The Office of Foreign Assets Control (OFAC) of the US Treasury Department and the Financial Crimes Investigation Network (FinCEN) announced a joint rule proposal to prevent financial crimes against companies issuing stablecoins. Treasury Minister Bessent stated that with this regulation, the country will both be protected and financial innovation will not be hindered.
New standards are being introduced within the framework of the GENIUS law
The proposal prepared by OFAC and FinCEN was brought to the agenda within the scope of the National US Stablecoin Innovation Guidance and Establishment Act (GENIUS), which has newly entered into force in the USA. This regulation mainly emphasizes the fight against terrorist financing and money laundering.
Under the law, companies issuing stablecoins will need to be fully backed by US Dollars or highly liquid assets. In addition, annual audit obligations and various financial standards for designated issuers were also implemented. Federal agencies require compliance with all requirements by January 2027.
Recently, the Federal Deposit Insurance Corporation proposed a separate regulation regarding stablecoin reserves, emphasizing that these digital assets would be outside the scope of federal deposit insurance.
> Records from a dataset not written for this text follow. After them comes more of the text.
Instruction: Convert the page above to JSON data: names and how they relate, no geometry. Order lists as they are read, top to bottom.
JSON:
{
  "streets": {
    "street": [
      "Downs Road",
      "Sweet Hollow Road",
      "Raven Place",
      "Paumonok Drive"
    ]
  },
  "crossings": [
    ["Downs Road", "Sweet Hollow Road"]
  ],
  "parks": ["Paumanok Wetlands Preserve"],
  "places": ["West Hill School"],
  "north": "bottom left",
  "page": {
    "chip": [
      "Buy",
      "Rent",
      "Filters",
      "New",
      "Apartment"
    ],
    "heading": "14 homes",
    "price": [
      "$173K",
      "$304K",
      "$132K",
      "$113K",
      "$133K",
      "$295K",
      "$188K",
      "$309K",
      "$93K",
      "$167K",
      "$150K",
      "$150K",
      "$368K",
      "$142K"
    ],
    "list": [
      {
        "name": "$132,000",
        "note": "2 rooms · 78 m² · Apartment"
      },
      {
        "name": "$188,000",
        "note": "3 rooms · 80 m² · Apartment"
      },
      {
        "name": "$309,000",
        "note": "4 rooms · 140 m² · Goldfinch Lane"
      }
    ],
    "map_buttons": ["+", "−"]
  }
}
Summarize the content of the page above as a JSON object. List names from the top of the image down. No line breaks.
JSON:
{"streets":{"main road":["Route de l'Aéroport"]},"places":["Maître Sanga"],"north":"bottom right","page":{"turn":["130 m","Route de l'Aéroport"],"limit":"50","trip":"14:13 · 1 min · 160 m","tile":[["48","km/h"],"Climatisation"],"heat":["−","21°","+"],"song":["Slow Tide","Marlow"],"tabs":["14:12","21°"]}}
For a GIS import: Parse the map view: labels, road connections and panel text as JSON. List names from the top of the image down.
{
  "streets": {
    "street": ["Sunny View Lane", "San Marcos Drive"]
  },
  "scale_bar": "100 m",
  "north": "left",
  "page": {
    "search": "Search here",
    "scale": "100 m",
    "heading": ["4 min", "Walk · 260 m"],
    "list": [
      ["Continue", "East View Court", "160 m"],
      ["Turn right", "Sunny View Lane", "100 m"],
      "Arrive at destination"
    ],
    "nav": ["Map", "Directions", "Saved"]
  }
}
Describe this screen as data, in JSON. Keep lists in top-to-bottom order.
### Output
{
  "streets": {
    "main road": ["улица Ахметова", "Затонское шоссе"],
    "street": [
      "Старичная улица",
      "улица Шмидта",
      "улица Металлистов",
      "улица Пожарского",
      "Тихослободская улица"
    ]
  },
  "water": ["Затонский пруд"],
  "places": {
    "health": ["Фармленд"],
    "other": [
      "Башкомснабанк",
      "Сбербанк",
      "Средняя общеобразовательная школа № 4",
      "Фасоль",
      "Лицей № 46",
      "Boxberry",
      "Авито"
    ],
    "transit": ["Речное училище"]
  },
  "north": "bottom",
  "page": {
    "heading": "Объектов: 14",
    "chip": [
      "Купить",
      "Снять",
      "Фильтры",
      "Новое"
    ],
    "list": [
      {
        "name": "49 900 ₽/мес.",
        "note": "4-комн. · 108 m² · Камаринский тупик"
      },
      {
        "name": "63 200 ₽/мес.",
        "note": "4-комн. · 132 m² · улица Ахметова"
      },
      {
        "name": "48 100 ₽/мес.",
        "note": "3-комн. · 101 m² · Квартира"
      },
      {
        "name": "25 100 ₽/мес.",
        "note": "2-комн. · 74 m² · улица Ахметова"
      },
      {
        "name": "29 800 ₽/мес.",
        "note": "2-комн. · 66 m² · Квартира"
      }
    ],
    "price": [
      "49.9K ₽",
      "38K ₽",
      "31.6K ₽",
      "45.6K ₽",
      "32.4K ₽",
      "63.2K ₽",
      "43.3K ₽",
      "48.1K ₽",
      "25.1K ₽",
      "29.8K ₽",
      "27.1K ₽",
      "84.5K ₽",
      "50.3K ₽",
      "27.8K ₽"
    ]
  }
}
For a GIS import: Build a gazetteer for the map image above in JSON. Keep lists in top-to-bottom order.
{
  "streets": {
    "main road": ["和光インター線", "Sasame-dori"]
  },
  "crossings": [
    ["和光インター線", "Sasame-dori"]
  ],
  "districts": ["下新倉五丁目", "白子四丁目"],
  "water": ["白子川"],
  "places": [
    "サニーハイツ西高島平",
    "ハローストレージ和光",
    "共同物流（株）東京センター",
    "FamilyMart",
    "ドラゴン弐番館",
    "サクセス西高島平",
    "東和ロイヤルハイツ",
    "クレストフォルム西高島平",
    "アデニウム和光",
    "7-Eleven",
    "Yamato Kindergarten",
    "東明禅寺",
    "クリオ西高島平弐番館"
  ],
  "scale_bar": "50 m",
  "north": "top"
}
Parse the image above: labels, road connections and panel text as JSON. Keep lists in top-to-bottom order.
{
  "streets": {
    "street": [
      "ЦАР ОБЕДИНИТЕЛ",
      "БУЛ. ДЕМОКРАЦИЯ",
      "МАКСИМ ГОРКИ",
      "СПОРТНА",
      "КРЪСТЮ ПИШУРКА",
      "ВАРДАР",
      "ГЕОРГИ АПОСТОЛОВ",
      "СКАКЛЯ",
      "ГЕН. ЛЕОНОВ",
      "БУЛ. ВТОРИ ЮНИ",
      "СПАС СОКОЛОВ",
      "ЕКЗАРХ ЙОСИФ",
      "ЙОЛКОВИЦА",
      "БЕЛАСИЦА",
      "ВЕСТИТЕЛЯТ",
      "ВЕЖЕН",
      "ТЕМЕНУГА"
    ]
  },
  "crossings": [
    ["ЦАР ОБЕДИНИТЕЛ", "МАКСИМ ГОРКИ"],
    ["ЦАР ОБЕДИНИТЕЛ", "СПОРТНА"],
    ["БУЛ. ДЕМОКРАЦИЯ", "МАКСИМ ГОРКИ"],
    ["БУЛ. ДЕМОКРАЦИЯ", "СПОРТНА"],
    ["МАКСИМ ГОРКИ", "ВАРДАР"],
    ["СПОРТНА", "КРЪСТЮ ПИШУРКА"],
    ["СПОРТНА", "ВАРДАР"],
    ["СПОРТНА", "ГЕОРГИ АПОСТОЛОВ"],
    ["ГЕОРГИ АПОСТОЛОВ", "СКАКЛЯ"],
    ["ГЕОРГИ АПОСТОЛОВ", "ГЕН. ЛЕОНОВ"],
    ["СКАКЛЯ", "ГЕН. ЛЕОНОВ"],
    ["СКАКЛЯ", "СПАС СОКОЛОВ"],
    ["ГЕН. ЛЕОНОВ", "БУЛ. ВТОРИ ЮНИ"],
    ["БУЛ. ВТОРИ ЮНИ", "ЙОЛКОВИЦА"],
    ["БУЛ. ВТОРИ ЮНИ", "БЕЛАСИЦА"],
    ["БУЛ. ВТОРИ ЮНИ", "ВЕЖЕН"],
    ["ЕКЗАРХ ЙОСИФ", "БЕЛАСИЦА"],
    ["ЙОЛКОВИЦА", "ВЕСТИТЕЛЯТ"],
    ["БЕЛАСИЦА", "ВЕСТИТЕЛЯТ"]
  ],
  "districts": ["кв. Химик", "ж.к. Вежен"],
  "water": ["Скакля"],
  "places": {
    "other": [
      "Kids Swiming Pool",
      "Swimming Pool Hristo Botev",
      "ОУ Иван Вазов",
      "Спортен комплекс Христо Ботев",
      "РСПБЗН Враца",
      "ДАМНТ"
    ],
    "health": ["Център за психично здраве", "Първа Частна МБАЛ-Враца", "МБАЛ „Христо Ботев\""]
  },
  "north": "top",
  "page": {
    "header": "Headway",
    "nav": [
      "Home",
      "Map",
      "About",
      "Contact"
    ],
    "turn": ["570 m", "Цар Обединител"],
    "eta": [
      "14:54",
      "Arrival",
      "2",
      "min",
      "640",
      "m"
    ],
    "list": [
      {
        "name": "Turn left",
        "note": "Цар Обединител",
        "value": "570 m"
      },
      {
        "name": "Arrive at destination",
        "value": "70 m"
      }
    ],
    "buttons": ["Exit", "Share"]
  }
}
Audit and compliance obligations are getting heavier
According to the new proposals, only affiliates of insured depository institutions or stablecoin issuers with permission from federal or state authorities will be able to continue their activities.
These organizations will need to establish strong anti-money laundering and anti-terrorist financing programs that include measures for risk detection and mitigation. FinCEN also announced that it would be more cautious in its oversight approach and would intervene only if significant or systemic deficiencies were detected.
Treasury Secretary Bessent pointed out that with the proposed regulation, the US financial system will be protected against national security threats, but innovation in the payment-based stablecoin sector will not be disrupted.
It was reported that within the scope of the proposal, FinCEN will assume a central role in monitoring money laundering and terrorist financing, and consultation processes will be established with relevant regulatory bodies.
The OFAC front announced that an effective sanctions policy oversight program will be required for stablecoin issuers, that it will require the establishment of risk-based internal control systems and regular audits and tests.